Atlantic Capital Bancshares and First Security Group Announce Amended Merger Agreement
Amendment Creates Additional Capital for Growth

Atlanta, Georgia and Chattanooga, Tennessee, June 10, 2015 - Atlantic Capital Bancshares, Inc. (“Atlantic Capital”) and First Security Group, Inc. (NASDAQ: FSGI) (“First Security” or “FSG”) jointly announced today the execution of an amendment to the definitive merger agreement previously announced on March 25, 2015 to adjust the mix of consideration to be provided to FSG shareholders in the merger. The amendment has been unanimously approved by the boards of directors of each company. Atlantic Capital is a bank holding company headquartered in Atlanta, Georgia and the parent of Atlantic Capital Bank. First Security is a bank holding company headquartered in Chattanooga, Tennessee and the parent of FSGBank, N.A. (“FSGBank”).
Under the original terms of the merger agreement, FSG shareholders would have received merger consideration in the form of 40 percent cash and 60 percent Atlantic Capital common stock. Under the amended terms, FSG shareholders will receive a minimum of 65 percent and a maximum of 70 percent Atlantic Capital common stock, with the remainder in cash. No other terms of the agreement were amended. FSG shareholders may elect cash equal to $2.35 per share, stock based on a fixed exchange ratio of 0.188 shares of Atlantic Capital common stock for each FSG share or any combination thereof, subject to the aggregate cash consideration totaling at least 30 percent, but no more than 35 percent.
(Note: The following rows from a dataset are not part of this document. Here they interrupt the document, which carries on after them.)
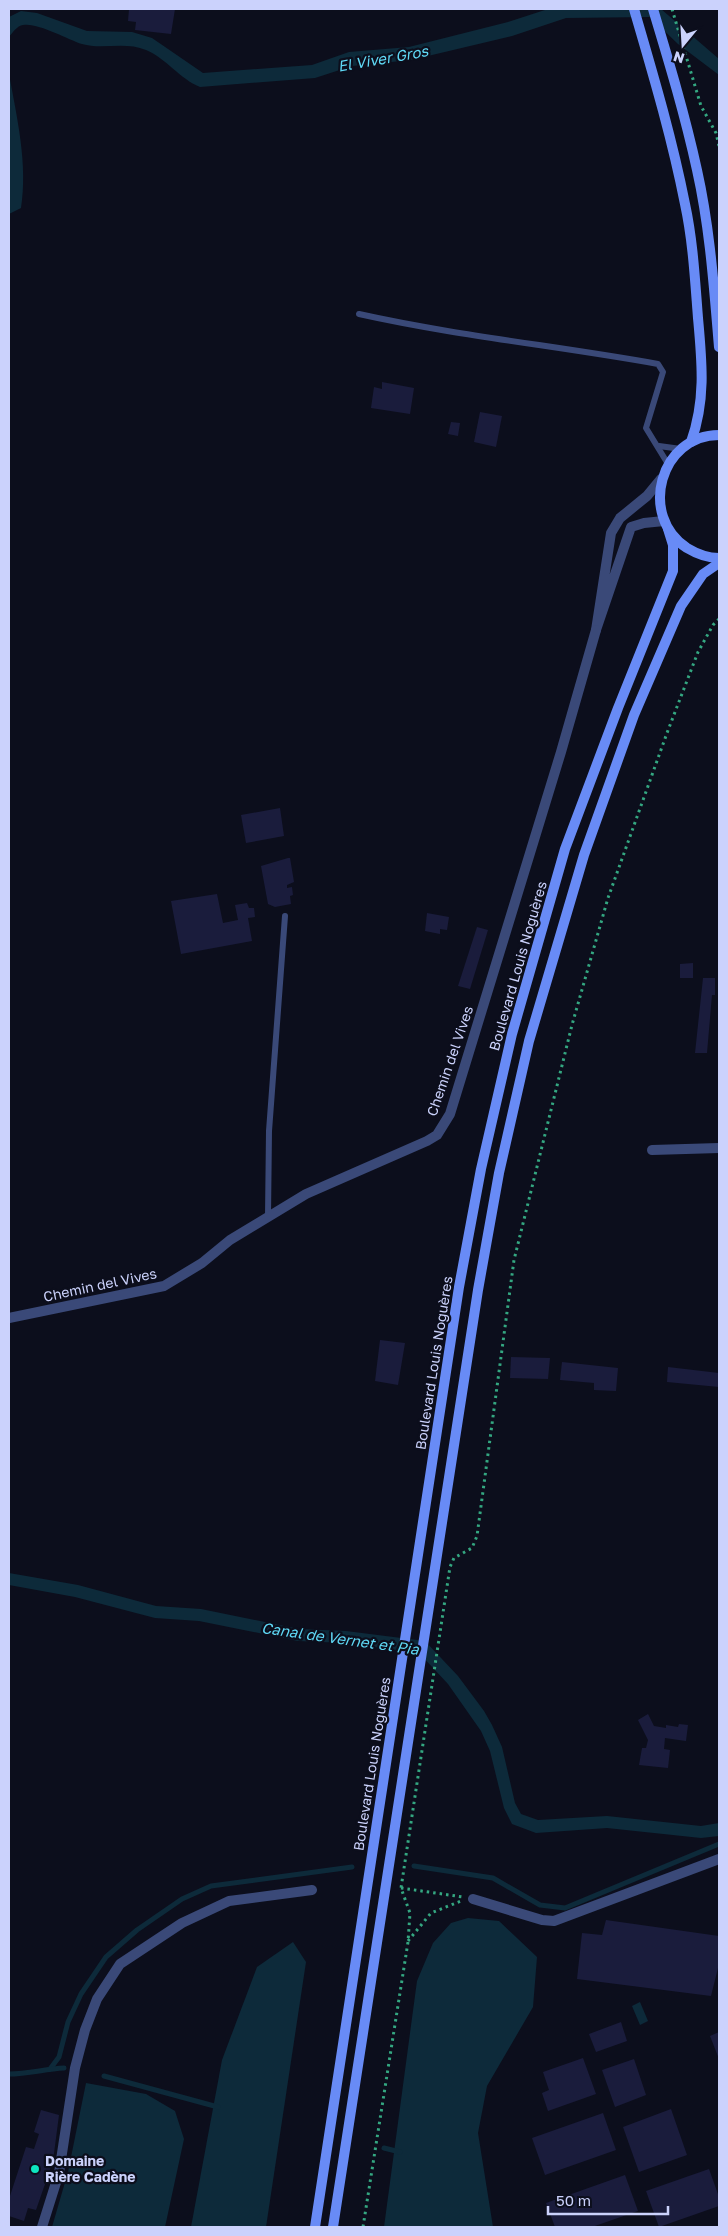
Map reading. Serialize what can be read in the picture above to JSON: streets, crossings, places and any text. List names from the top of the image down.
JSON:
{
  "streets": {
    "main road": ["Boulevard Louis Noguères"],
    "street": ["Chemin del Vives"]
  },
  "crossings": [
    ["Boulevard Louis Noguères", "Chemin del Vives"]
  ],
  "water": ["El Viver Gros", "Canal de Vernet et Pia"],
  "places": ["Domaine Rière Cadène"],
  "scale_bar": "50 m",
  "north": "bottom"
}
Atlantic Capital intends to register its shares with the SEC and seek a listing on NASDAQ concurrent with closing of the transaction.
“During the last two months, our management teams have laid the foundation for the integration and operational structure of our combined institution. The opportunities for enhanced revenue and growth are evident in these discussions,” said Douglas L. Williams, President and Chief Executive Officer of Atlantic Capital. “As we further refined our objectives through this process, we believe that enhancing our capital position by adjusting the cash and stock mix of the transaction will better position us to meet our longer-term objectives.”
The amendment increases the estimated pro forma shareholders equity as of March 31, 2015 from approximately $264 million to between $272 million and $280 million. Additionally, the estimated pro forma consolidated total risk-based capital ratio increases by approximately 35 and 70 basis points to 11.71 percent and 12.06 percent at the maximum and minimum cash levels, respectively.
“The proposed merger, which has been well received in our local markets, has also been viewed favorably by individual and institutional investors,” said D. Michael Kramer, President and Chief Executive Officer of First Security. “Based on conversations over the last two months with a wide variety of FSG shareholders, coupled with the price of FSG stock on the NASDAQ market since announcement, we believe there will be significant interest in electing Atlantic Capital shares in the merger. This amendment allows for a higher level of stock participation for FSG shareholders, while still providing cash for those shareholders desiring additional liquidity, but most importantly, increases the capital position for the benefit of all shareholders.”
The transaction is expected to close early in the fourth quarter of 2015 and is subject to Atlantic Capital and First Security stockholder approval, regulatory approval and other conditions set forth in the merger agreement. Pursuant to the agreement’s terms, Atlantic Capital Bank will merge with and into FSGBank.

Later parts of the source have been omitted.